Meta’nın “Gizlilik Felaketi”
Meta'nın Mayıs 2025’te kullanıma sunduğu yapay zeka sohbet uygulaması, ciddi bir mahremiyet krizine yol açtı. Uygulamanın “Discover” sekmesi, kullanıcıların chatbot ile yaptığı yazılı ve görsel sohbetleri kamuya açık şekilde yayınlıyor. Her ne kadar bu içerikler teknik olarak kullanıcı tarafından “paylaş” seçeneğiyle kamuya açılıyor olsa da, arayüzün yetersiz uyarıları ve gizlilik seçeneklerinin belirsizliği, pek çok kişinin bu özelliğin farkında olmadan kişisel verilerini ifşa etmesine neden oluyor.

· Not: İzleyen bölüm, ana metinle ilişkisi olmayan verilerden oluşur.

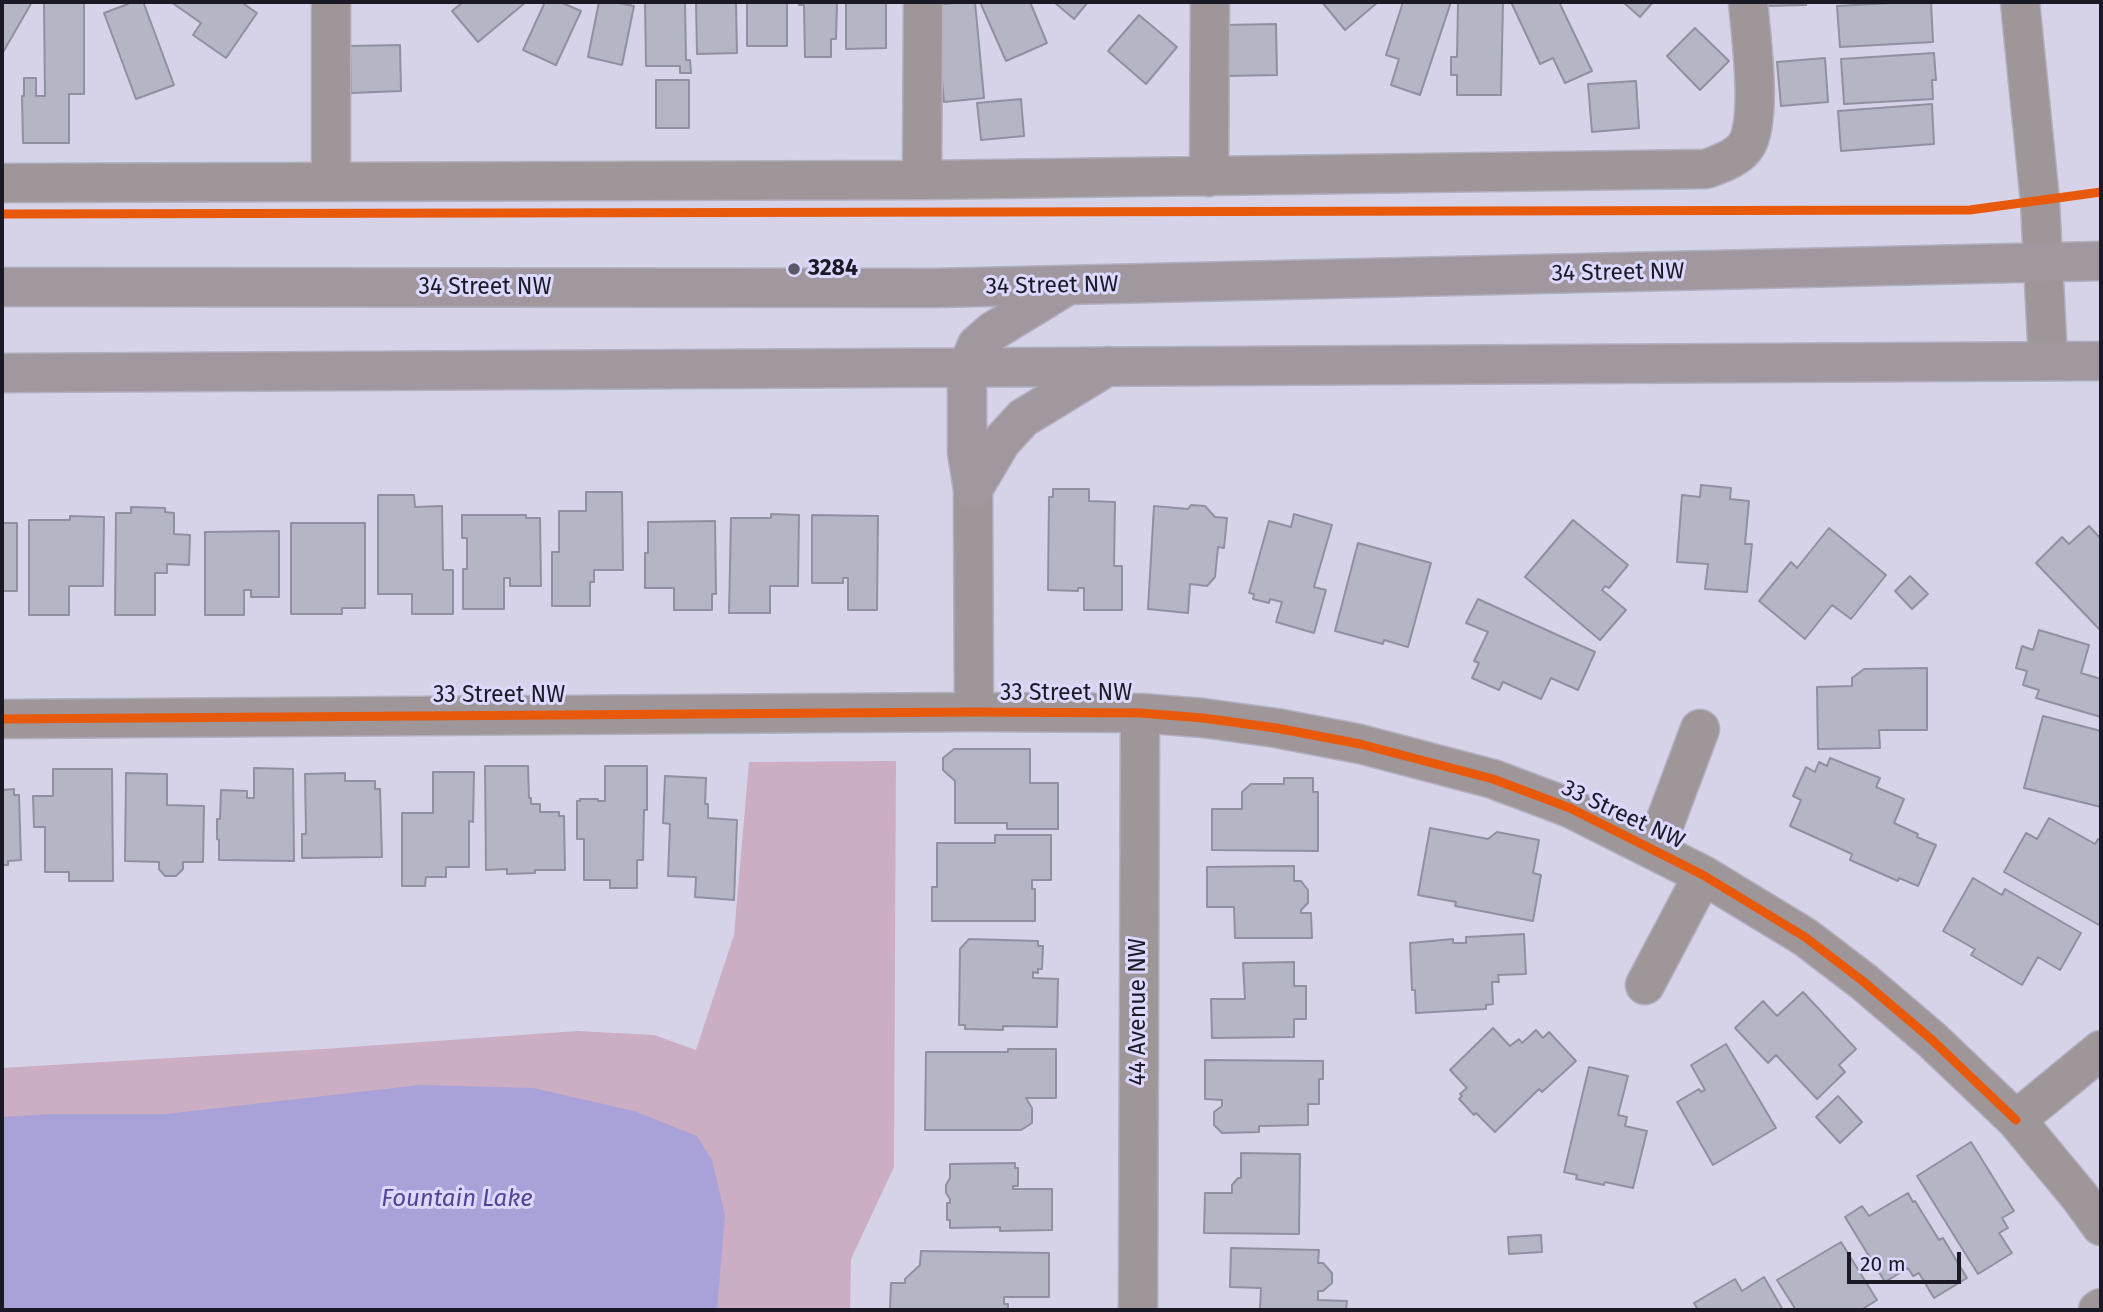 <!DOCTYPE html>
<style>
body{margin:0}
#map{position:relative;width:2103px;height:1312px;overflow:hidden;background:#d6d3e9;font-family:"Fira Sans",sans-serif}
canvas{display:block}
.frame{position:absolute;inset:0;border:4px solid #1b1926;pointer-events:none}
.scale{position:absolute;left:1847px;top:1252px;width:114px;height:32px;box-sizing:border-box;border:4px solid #1b1926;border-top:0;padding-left:9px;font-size:21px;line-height:24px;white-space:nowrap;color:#1b1926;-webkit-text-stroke:5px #dcd8fe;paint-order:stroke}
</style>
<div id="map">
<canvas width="2103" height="1312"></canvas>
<div class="frame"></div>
<div class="scale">20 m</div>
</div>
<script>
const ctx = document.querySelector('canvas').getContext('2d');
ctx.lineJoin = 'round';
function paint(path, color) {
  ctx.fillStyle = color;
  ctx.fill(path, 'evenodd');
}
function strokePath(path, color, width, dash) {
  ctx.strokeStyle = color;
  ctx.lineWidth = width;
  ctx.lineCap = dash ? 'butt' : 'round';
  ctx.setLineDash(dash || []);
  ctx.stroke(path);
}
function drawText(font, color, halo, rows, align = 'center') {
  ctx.font = font + ' "Fira Sans",sans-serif';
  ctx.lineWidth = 6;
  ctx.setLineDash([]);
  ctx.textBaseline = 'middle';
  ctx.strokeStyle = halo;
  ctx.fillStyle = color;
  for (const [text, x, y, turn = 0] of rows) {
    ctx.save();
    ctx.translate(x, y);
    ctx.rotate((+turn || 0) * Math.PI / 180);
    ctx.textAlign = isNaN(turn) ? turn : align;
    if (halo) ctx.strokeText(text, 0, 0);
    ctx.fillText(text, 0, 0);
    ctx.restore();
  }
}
paint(new Path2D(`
 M 896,761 L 894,1167 L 851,1259 L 850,1310 L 2,1310 L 2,1068 L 323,1049 L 577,1031 L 654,1035 L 696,1050 L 734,935 L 749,762 Z`), '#cbadc4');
paint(new Path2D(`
 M 420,1085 L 533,1088 L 634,1111 L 697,1136 L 712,1160 L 725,1215 L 717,1310 L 2,1310 L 2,1117 L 50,1114 L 166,1114 Z`), '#a9a2d8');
const building = new Path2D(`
 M 2,2 L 32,2 L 2,54 Z
 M 44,2 L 84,2 L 84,94 L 69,94 L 69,143 L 23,143 L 22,96 L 24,96 L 24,78 L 36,78 L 36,96 L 45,96 Z
 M 128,2 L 142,2 L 144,4 L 174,85 L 136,99 L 104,13 L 128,4 Z
 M 171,2 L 241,2 L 257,13 L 226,58 L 193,35 L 201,23 Z
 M 463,2 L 526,2 L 478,42 L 452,11 Z
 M 545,2 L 560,2 L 581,11 L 556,65 L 523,50 Z
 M 599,2 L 613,2 L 634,6 L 622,65 L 588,57 Z
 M 645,2 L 685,2 L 686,60 L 690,60 L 691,73 L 680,73 L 680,66 L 646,66 Z
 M 696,2 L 736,2 L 737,53 L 697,54 Z
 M 747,2 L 787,2 L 787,46 L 747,46 Z
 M 799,2 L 837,2 L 836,39 L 831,39 L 831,57 L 805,57 L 804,5 L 799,5 Z
 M 846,2 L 886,2 L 886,48 L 846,49 Z
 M 964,2 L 975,2 L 984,98 L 944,102 L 935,5 Z
 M 980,2 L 1030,2 L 1047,43 L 1006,61 Z
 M 1054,2 L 1088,2 L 1074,19 Z
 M 1322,2 L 1378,2 L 1345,30 Z
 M 1403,2 L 1451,2 L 1420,95 L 1391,85 L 1399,59 L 1386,55 Z
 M 1458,2 L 1503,2 L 1501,95 L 1457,95 L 1457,75 L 1451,75 L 1451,57 L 1457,57 Z
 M 1511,2 L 1559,2 L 1592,71 L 1565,83 L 1553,58 L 1540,64 Z
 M 1623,2 L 1653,2 L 1640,17 Z
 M 1766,2 L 1806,2 L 1806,5 L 1766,6 Z
 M 1909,2 L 1931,2 L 1933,42 L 1840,47 L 1837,6 Z
 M 1139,15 L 1177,47 L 1146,84 L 1108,51 Z
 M 1276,24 L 1277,75 L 1226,76 L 1225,25 Z
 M 1695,28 L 1729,61 L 1700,90 L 1667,56 Z
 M 400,45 L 401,91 L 351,93 L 350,46 Z
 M 1934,53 L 1936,80 L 1932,80 L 1933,99 L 1844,104 L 1841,59 Z
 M 1825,58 L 1828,102 L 1781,106 L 1777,62 Z
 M 656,80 L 689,80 L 689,128 L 656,128 Z
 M 1636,81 L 1639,128 L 1592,132 L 1588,84 Z
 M 1021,99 L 1024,136 L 981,140 L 977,103 Z
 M 1932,104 L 1934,144 L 1841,151 L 1838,111 Z
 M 1701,485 L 1731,488 L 1730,499 L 1749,501 L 1745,544 L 1752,544 L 1747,592 L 1705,589 L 1708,564 L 1677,562 L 1682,495 L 1700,497 Z
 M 1053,489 L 1089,489 L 1089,501 L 1115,502 L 1114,566 L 1122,566 L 1122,610 L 1084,610 L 1084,588 L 1078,588 L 1078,591 L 1048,590 L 1049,497 L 1053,497 Z
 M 586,492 L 622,492 L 623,570 L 594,570 L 594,582 L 590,582 L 590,606 L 552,606 L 552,552 L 559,552 L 559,511 L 586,511 Z
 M 378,495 L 414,495 L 415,507 L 442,506 L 443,570 L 453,570 L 453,614 L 412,614 L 412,594 L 378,594 Z
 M 1191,505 L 1205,506 L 1215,517 L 1227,518 L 1224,548 L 1218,547 L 1215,577 L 1207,586 L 1190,584 L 1188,613 L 1148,609 L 1154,506 L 1188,509 Z
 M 131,507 L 165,508 L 165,512 L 174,513 L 174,534 L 190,535 L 189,565 L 167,564 L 167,573 L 155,573 L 155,615 L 115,615 L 116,513 L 131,513 Z
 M 771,514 L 799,515 L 798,586 L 770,586 L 770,613 L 729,613 L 731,518 L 771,518 Z
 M 1294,514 L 1332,525 L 1314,587 L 1326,590 L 1314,633 L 1276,622 L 1282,602 L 1270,599 L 1269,603 L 1253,599 L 1254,594 L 1249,593 L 1269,521 L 1291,527 Z
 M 462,515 L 526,515 L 526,518 L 540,518 L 541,586 L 510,586 L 510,578 L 504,578 L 504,609 L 463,609 L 463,569 L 467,569 L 467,538 L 462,538 Z
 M 812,515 L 878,516 L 877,610 L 848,610 L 848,578 L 843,578 L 843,583 L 812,583 Z
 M 70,516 L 104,517 L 103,586 L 69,586 L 69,615 L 29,615 L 29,520 L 70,520 Z
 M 1573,520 L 1628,565 L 1609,588 L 1605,586 L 1602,590 L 1626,610 L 1600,640 L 1525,577 Z
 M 715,521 L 716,594 L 712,594 L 712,610 L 674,610 L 674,588 L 645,588 L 645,553 L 648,553 L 648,522 Z
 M 2,523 L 17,523 L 17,591 L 2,591 Z
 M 291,523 L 365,523 L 365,608 L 342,608 L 342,614 L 291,614 Z
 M 2089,526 L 2101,539 L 2101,631 L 2036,563 L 2062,537 L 2069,544 Z
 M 1829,528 L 1886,575 L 1851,619 L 1832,605 L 1805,639 L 1759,601 L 1791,562 L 1797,568 Z
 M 279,531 L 279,597 L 251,597 L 251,590 L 244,590 L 244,615 L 205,615 L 205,532 Z
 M 1358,543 L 1431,563 L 1408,647 L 1384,640 L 1383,644 L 1335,631 Z
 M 1910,576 L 1928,594 L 1912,609 L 1895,591 Z
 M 1478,599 L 1595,652 L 1578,690 L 1551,678 L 1541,699 L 1503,682 L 1499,690 L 1472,678 L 1479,663 L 1474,661 L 1488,632 L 1466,623 Z
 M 2039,630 L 2089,645 L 2081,673 L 2101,679 L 2101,717 L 2036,698 L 2039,690 L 2023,685 L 2027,671 L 2016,668 L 2022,646 L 2033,650 Z
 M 1927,668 L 1927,730 L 1879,730 L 1880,748 L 1818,749 L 1817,687 L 1852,686 L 1852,678 L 1864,669 Z
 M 2043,716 L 2101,731 L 2101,807 L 2024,788 Z
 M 954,749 L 1030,749 L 1030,783 L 1058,783 L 1058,829 L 1007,829 L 1007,823 L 955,823 L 955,781 L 943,770 L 943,758 Z
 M 1830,758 L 1880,778 L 1876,787 L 1904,799 L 1894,823 L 1918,834 L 1917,837 L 1936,845 L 1918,886 L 1899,878 L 1898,881 L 1850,860 L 1852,854 L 1790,826 L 1801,800 L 1793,796 L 1806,767 L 1815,772 L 1819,762 L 1827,766 Z
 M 485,766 L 528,766 L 529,798 L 531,798 L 531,804 L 540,804 L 540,812 L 559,812 L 559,816 L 564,816 L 565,870 L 535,870 L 535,873 L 507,874 L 507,869 L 486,870 Z
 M 605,766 L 647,766 L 647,810 L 644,810 L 643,860 L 637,860 L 637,888 L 610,888 L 610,880 L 584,880 L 584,839 L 577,839 L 577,801 L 580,801 L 580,799 L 598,799 L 598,801 L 605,801 Z
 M 254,768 L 293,769 L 294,861 L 219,860 L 219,840 L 217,839 L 217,819 L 220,819 L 221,790 L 247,791 L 247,798 L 254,798 Z
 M 53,769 L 112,769 L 113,881 L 69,881 L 69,872 L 45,872 L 45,827 L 34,827 L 33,796 L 53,796 Z
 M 433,772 L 474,772 L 473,822 L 469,821 L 469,867 L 446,867 L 446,877 L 426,877 L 425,886 L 402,886 L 402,813 L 433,813 Z
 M 126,773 L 167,774 L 167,805 L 204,806 L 203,862 L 183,862 L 183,869 L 176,876 L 165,876 L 159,869 L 159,862 L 125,861 Z
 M 345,773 L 345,781 L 375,781 L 375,789 L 380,789 L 382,857 L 302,858 L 302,834 L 306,834 L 305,774 Z
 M 665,776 L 706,778 L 705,804 L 708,804 L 708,818 L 737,820 L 734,900 L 695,897 L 696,877 L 668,876 L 670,824 L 663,823 Z
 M 1284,778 L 1313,778 L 1313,792 L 1318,792 L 1318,851 L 1212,850 L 1212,809 L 1242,809 L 1242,792 L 1251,784 L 1284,784 Z
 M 14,789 L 14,795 L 19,795 L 21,860 L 8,861 L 8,865 L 2,865 L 2,790 Z
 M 2049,818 L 2095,844 L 2098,839 L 2101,840 L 2101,926 L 2004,872 L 2026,833 L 2037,839 Z
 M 1430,828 L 1488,839 L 1497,832 L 1539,840 L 1533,873 L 1541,875 L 1533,921 L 1455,906 L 1456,902 L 1418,895 Z
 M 995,835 L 1051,835 L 1051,880 L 1032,880 L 1032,889 L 1035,889 L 1035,921 L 932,921 L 932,887 L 937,887 L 937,843 L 995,843 Z
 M 1294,866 L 1294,881 L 1301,881 L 1308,890 L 1308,903 L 1301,910 L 1301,913 L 1311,913 L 1312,938 L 1235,938 L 1234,907 L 1207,907 L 1207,867 Z
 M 1973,878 L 2002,895 L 2005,889 L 2081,933 L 2060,970 L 2038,957 L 2022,985 L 1971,955 L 1975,949 L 1943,931 Z
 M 1524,934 L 1526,974 L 1498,975 L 1499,982 L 1492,982 L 1493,1004 L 1486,1005 L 1486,1009 L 1416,1013 L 1415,990 L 1412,990 L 1410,943 L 1453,939 L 1453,943 L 1466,943 L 1466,937 Z
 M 969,939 L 1038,941 L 1038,946 L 1043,946 L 1042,969 L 1038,969 L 1038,973 L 1033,972 L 1033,978 L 1058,979 L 1057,1027 L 1003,1026 L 1003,1030 L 965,1029 L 965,1025 L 959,1025 L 960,949 Z
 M 1294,962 L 1294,986 L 1306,986 L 1306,1019 L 1294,1019 L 1294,1037 L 1212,1038 L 1211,999 L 1245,999 L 1243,963 Z
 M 1803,992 L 1856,1049 L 1839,1065 L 1845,1072 L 1817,1099 L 1776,1055 L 1768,1063 L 1735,1028 L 1763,1001 L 1777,1016 Z
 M 1493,1028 L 1510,1046 L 1519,1039 L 1522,1043 L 1536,1030 L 1543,1038 L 1549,1032 L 1576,1061 L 1542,1092 L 1539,1089 L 1495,1132 L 1476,1113 L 1474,1115 L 1459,1099 L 1462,1096 L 1460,1094 L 1467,1088 L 1450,1070 Z
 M 1726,1044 L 1776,1128 L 1713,1165 L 1677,1102 L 1699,1089 L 1701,1092 L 1705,1090 L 1691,1065 Z
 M 1008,1049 L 1056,1049 L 1056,1098 L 1026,1098 L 1032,1108 L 1032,1123 L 1021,1130 L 925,1130 L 926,1052 L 1008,1052 Z
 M 1205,1060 L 1323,1061 L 1323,1079 L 1319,1079 L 1319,1104 L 1308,1104 L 1308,1125 L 1259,1126 L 1259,1132 L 1222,1133 L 1214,1125 L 1214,1112 L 1222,1106 L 1222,1100 L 1205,1099 Z
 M 1589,1067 L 1628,1076 L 1618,1115 L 1627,1117 L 1625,1126 L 1647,1131 L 1633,1188 L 1605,1182 L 1604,1185 L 1576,1179 L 1577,1175 L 1564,1172 Z
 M 1838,1096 L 1862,1122 L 1840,1143 L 1816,1117 Z
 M 1971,1142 L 2014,1211 L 2002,1218 L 2008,1228 L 1999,1233 L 2012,1253 L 1978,1274 L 1917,1176 Z
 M 1241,1153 L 1300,1154 L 1299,1234 L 1204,1233 L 1205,1193 L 1232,1193 L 1232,1185 L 1238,1178 L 1241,1178 Z
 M 1015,1163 L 1015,1168 L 1018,1168 L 1018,1186 L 1013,1186 L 1013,1189 L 1052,1189 L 1052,1230 L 1000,1231 L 1000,1227 L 950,1228 L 950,1220 L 947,1220 L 947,1203 L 950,1203 L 950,1199 L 946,1193 L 946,1185 L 950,1178 L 950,1164 Z
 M 1908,1193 L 1913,1202 L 1915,1201 L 1939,1240 L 1943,1238 L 1967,1278 L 1934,1298 L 1919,1273 L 1913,1276 L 1908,1268 L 1885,1282 L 1845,1217 L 1862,1206 L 1869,1216 Z
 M 1541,1235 L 1542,1252 L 1509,1254 L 1508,1237 Z
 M 1841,1242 L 1877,1300 L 1861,1310 L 1796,1310 L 1777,1280 Z
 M 1231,1248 L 1319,1250 L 1318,1263 L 1323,1263 L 1332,1273 L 1332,1283 L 1323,1291 L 1318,1291 L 1318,1300 L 1347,1301 L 1346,1310 L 1260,1310 L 1261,1288 L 1230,1287 Z
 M 921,1251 L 1049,1253 L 1049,1297 L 1004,1297 L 1004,1304 L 1008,1304 L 1008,1310 L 890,1310 L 891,1283 L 905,1283 L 905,1279 L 920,1265 Z
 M 1764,1277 L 1783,1310 L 1698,1310 L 1694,1303 L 1735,1279 L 1742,1291 Z`);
paint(building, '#b4b5c5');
strokePath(building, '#9090a0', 2);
const minor = new Path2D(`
 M 2020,2 L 2040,201 L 2048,361
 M 1209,177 L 1210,2
 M 922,180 L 923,2
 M 331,182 L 331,2
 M 2,183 L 922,180 L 1706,169 C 1720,164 1739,158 1747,144 C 1762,116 1751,36 1748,2
 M 973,489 L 974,712
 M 2,719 L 974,712 L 1140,713 L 1203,718 L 1276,728 L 1360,744 L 1493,779 L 1570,808 L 1703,875 L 1805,937 L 1864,982 L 1931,1039 L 2016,1120
 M 1655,849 L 1700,729
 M 1645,985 L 1703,875
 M 2101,1050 L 2016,1120 L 2080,1197 L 2101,1226
 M 1138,1310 L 1140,713
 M 2098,1310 L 2101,1308`);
const major = new Path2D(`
 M 2,287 L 935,288 L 2101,261
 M 2,373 L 2101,361
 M 973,489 L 967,452 L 967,368 L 977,345 L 993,331 L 1065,287
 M 973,489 L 1001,442 L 1023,418 L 1108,366`);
strokePath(minor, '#b2afc0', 41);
strokePath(major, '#b2afc0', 41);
strokePath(minor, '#9e9698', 38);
strokePath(major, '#a0989e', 38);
strokePath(new Path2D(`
 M 2,214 L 1970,210 L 2101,192
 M 2,719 L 974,712 L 1140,713 L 1203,718 L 1276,728 L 1360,744 L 1493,779 L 1570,808 L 1703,875 L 1805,937 L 1864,982 L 1931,1039 L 2016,1120`), '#e8590c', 9);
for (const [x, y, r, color] of [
 [794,269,7,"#5c5a6a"]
]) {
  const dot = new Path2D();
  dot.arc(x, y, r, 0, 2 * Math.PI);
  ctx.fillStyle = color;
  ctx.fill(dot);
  strokePath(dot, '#dcd8fe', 2.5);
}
drawText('bold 23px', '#1b1926', '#dcd8fe', [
 ["3284",808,269]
], 'left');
drawText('23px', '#1b1926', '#dcd8fe', [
 ["34 Street NW",1618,273,-1],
 ["34 Street NW",1052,286,-1],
 ["34 Street NW",485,288],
 ["33 Street NW",1066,694],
 ["33 Street NW",499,696],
 ["33 Street NW",1623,815,25],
 ["44 Avenue NW",1139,1012,-90]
]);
drawText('italic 24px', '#544394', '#dcd8fe', [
 ["Fountain Lake",457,1199]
]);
</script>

Kamuya açık sohbetlerde kullanıcılar, vergi kaçırma planlarından sağlık sorunlarına, suç itiraflarından özel ilişkilere kadar pek çok hassas konuda bilgi paylaştı. Bu durum, bireysel gizliliği tehdit etmenin yanında, aynı zamanda sosyal mühendislik, kimlik hırsızlığı ve dijital manipülasyon gibi daha geniş kapsamlı risklere de zemin hazırlıyor. Meta’nın bu sisteminin geçmişte şirketin yaşadığın büyük veri skandallarını hatırlattığını ve tasarım kaynaklı bu sorunun sistemik olduğu vurgulanıyor. Kullanıcı deneyimini merkeze almayan, şeffaflık ve güvenlik prensiplerinden uzak bu tür tasarım tercihleri, teknoloji şirketlerinin sorumluluğunu yeniden tartışmaya açıyor.
Meta’nın gizlilik felaketi müstakil bir olay olsa da neredeyse her hafta benzer bir ‘hata’ kamuoyuna yansıyor. Peki bu yapay zekaya duyulan kullanıcı güvenini sarsacak mı? Kabaca üç ihtimal var. Birinci ihtimal gizlilik ihlallerine rağmen yapay zeka kullanmanın avantajlarının ağır basması. Bunu başta sosyal medya siteleri olmak üzere birçok teknolojik gelişmede gördük. Diğer bir ihtimal, sadece gizlilik konusunda hassasiyetini ve rüştünü ispat etmiş modellere itimat edilmesi ve kullanıcı teveccühünün buraya kayması. Ya da bütün modeller sıkı yasal düzenlemeler aracılığıyla kontrol altına alınacak. Ancak yapay zeka geliştirmenin ulusal birer proje haline geldiği ve bu şirketlerin ulusal şampiyon olduğu bir dünyada bu da oldukça uzak bir ihtimal olarak görünüyor.